"Daqui, diremos ao Brasil: a nossa vitória está longe ainda de ser
alcançada. Mas, dia a mais, dia a menos, ela virá, pela voz dos homens
que, no fundo das trevas, não perdem a esperança", (Paulo Brossard, em 1979).
O Brasil perdeu neste domingo um de seus maiores juristas. Morreu,
aos 90 anos, o ministro aposentado do Supremo Tribunal Federal (STF)
Paulo Brossard de Souza Pinto. Ele estava doente desde outubro do ano
passado, situação que se agravou em fevereiro. O velório, inicialmente
marcado para 15h, começará às 16h no Salão Negrinho do Pastoreio,
no Palácio Piratini. A cremação será às 21h no Crematório Metropolitano.
— Ele faleceu pacificamente em sua residência, em Porto Alegre —
resigna-se a filha Rita Brossard, sem informar detalhes sobre a morte.
Confira sete momentos da trajetória de Brossard
Brossard fez história à frente de importantes cargos do Executivo.
Foi professor, um conferencista, um agropecuarista, um articulista
prolífico. Com a morte de Paulo Brossard, é como se vários personagens
de destaque no cenário nacional houvessem desaparecido de uma só vez,
reunidos na mesma pessoa. Em quase sete décadas de vida pública, o
gaúcho de Bagé foi quase tudo e destacou-se em quase tudo, deixando uma
marca indelével na evolução da sociedade brasileira.

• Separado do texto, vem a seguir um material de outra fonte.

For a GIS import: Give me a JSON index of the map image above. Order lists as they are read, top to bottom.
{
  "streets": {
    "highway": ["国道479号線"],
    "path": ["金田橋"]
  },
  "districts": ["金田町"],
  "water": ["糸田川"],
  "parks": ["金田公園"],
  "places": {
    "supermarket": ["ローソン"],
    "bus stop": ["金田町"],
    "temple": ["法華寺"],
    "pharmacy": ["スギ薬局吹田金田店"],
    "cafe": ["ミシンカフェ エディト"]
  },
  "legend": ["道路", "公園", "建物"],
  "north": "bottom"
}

No Legislativo, foi a voz mais altissonante da luta contra a
ditadura. No Executivo, comandou o Ministério da Justiça no delicado
período de transição democrática. No Judiciário, ajudou a moldar um novo
Brasil como presidente do Tribunal Superior Eleitoral (TSE) e ministro
do STF.
Passou os anos finais em um casarão no bairro Petrópolis, em Porto
Alegre, cercado por 30 mil livros e por relíquias de uma vida, como a
caneta Parker comprada em 1941, quando chegou à Capital gaúcha na
condição de estudante, e com a qual assinou importantes documentos e
decisões. Debilitado, movia-se com dificuldade nos últimos tempos, mas
ainda produzia artigos frequentes para Zero Hora, envolvia-se no debate
das questões mais candentes e mantinha-se alinhado como sempre — são
raras as fotos em que aparece sem terno, elegância que arrematava com os
chapéus que eram uma espécie de marca registrada.

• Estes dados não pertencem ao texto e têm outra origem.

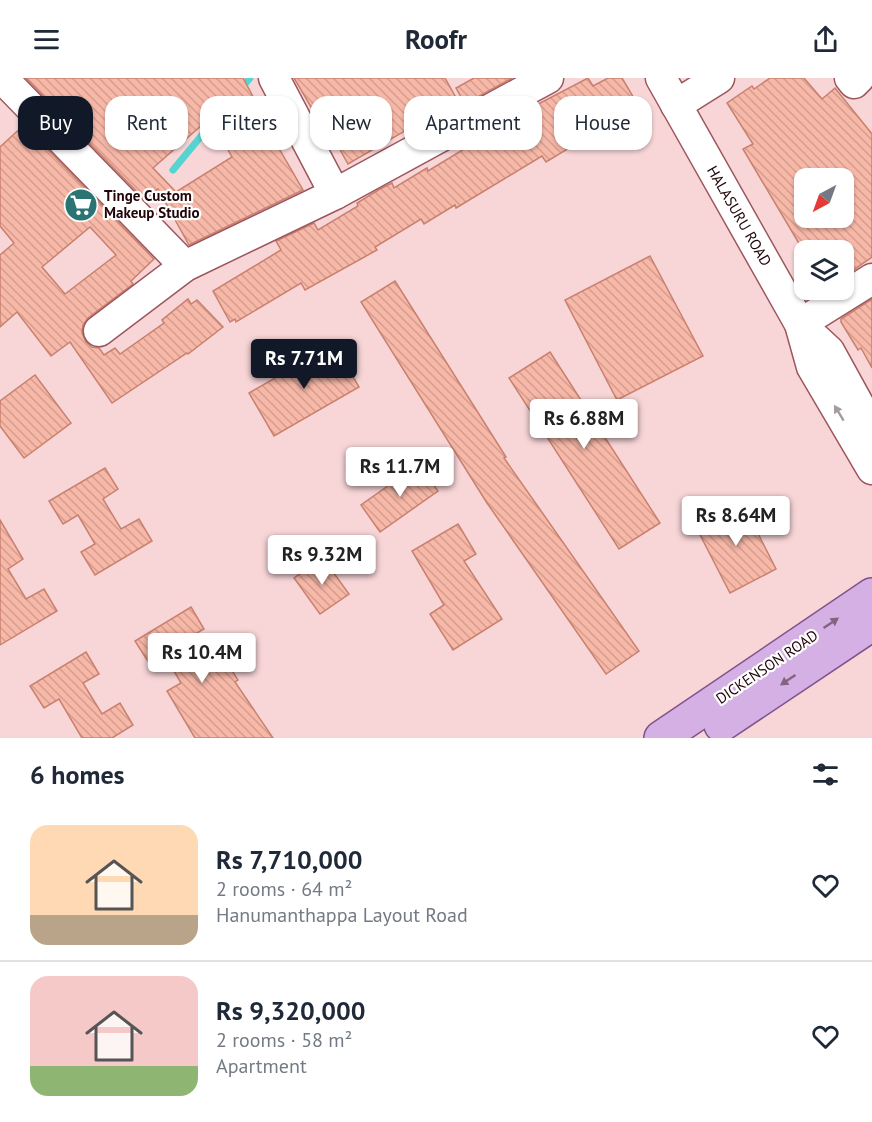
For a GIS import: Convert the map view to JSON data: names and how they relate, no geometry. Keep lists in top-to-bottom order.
{
  "streets": {
    "main road": ["DICKENSON ROAD"],
    "street": ["HALASURU ROAD"]
  },
  "places": {
    "supermarket": ["Tinge Custom Makeup Studio"]
  },
  "north": "bottom left",
  "page": {
    "header": "Roofr",
    "chip": [
      "Buy",
      "Rent",
      "Filters",
      "New",
      "Apartment",
      "House"
    ],
    "price": [
      "Rs 7.71M",
      "Rs 6.88M",
      "Rs 11.7M",
      "Rs 8.64M",
      "Rs 9.32M",
      "Rs 10.4M"
    ],
    "heading": "6 homes",
    "list": [
      {
        "name": "Rs 7,710,000",
        "note": "2 rooms · 64 m² · Hanumanthappa Layout Road"
      },
      {
        "name": "Rs 9,320,000",
        "note": "2 rooms · 58 m² · Apartment"
      }
    ]
  }
}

De todas as suas encarnações, talvez a mais impactante, aquela que
conferiu a Brossard uma certa aura de reserva moral da nação, tenha a
sido a de baluarte da oposição durante o regime militar. Curiosamente,
ele próprio revelou, em entrevista a Zero Hora, que inicialmente nutriu
simpatias pelo golpe de 1964.
— Para mim, aquele havia sido um gesto de legítima defesa de uma
sociedade ameaçada por um governo que tinha perdido a noção de governar
em uma série de desatinos — disse.
Brossard desiludiu-se com os militares que derrubaram João Goulart
apenas em outubro de 1965, com o Ato Institucional número 2, que
estabeleceu eleição indireta para a presidência, extinguiu o
pluripartidarismo e facilitou a cassação de opositores. Um de seus
grandes momentos veio em 1974, como candidato do MDB a uma vaga de
senador pelo Rio Grande do Sul. Brossard enfrentou Nestor Jost, nome da
ditadura. O confronto dos dois em um debate promovido pela TV Gaúcha
(hoje RBS TV) marcou época. Atribuiu-se ao desempenho de Brossard no
embate, Código Penal em punho, a vitória esmagadora que ele obteve nas
urnas, uma humilhação para o regime — que, dois anos depois, para não
mais correr o mesmo risco, restringiu a campanha eleitoral na TV à
apresentação da legenda, do currículo, do número de registro e da foto
3x4 do candidato.
Vencido o pleito, correu o Brasil a foto de Brossard de bombachas,
altivo, cavalgando pelas coxilhas de Bagé a comemorar. A imagem virou um
símbolo de resistência e esperança.
Em Brasília, o senador novato começou já na posse a construir a
legenda de tribuno indomável, em um discurso no qual desafiava o regime.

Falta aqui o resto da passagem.